**DATA LISTING:**
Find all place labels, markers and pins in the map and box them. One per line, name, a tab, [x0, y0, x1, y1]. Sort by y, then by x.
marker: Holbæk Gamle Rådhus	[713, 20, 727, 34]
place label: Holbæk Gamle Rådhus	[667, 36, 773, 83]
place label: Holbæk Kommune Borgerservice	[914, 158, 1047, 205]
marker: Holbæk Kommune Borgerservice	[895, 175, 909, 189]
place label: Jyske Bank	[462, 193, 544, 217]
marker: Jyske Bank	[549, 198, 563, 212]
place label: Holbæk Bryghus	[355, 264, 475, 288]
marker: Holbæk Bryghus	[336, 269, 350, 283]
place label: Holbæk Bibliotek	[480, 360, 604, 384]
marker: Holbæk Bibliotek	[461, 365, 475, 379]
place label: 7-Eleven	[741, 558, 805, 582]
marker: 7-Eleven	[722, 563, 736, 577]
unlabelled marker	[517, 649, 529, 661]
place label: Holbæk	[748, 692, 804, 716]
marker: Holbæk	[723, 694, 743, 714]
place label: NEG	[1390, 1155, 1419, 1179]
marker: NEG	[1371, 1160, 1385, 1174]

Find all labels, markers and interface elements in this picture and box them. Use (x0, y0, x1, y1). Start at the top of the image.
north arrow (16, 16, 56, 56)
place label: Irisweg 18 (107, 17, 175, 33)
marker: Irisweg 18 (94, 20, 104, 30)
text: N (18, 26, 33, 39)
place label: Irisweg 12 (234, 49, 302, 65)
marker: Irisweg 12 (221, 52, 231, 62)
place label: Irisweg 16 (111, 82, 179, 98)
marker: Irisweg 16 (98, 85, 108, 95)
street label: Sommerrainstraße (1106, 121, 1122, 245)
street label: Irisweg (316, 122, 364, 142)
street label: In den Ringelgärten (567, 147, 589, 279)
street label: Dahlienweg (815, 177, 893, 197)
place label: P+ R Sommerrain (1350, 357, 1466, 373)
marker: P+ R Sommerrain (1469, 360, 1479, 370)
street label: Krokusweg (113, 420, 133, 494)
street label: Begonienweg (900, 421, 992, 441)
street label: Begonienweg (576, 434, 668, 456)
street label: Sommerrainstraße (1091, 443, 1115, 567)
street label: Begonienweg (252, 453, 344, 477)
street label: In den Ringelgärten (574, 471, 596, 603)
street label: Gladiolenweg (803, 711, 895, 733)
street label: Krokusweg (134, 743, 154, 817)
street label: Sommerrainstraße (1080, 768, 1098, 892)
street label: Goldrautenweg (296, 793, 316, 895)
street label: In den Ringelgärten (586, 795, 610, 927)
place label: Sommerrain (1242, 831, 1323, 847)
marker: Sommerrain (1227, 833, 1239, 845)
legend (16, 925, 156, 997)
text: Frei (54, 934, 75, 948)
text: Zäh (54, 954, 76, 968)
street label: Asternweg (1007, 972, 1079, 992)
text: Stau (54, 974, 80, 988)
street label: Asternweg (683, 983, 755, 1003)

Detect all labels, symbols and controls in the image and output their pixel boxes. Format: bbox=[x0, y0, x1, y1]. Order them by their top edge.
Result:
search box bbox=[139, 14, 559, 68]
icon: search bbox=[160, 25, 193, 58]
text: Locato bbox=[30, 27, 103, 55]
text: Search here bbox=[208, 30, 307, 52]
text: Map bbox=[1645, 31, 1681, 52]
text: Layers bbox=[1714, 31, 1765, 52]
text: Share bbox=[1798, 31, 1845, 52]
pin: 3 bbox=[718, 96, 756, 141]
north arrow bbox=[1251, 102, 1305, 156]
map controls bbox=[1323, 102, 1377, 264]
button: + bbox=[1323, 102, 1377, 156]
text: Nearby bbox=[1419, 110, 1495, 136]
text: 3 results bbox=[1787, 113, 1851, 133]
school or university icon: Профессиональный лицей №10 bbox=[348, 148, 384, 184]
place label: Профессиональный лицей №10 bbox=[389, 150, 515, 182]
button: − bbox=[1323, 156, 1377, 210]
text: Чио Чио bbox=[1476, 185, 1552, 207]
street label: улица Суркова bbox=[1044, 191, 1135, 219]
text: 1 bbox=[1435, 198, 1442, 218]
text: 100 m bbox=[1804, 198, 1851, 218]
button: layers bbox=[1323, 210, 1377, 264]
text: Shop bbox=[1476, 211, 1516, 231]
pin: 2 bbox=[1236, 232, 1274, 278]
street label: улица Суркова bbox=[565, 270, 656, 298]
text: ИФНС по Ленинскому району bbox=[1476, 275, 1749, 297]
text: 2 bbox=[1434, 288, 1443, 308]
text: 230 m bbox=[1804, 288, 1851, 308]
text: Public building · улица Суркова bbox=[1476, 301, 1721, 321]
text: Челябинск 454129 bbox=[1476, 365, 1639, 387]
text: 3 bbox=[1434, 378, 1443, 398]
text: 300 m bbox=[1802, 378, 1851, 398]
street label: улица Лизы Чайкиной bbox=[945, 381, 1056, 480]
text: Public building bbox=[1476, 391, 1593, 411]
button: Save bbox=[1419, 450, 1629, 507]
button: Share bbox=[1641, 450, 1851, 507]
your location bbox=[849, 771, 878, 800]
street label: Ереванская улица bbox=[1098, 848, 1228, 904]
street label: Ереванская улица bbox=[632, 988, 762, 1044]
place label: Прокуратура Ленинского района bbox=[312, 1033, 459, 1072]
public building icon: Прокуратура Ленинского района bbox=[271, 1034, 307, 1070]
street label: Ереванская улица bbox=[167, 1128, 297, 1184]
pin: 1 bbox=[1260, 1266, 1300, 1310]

**TASK ITEM:** Return only the number of lines in the data that hold the string "Share".

**SOLUTION:** 2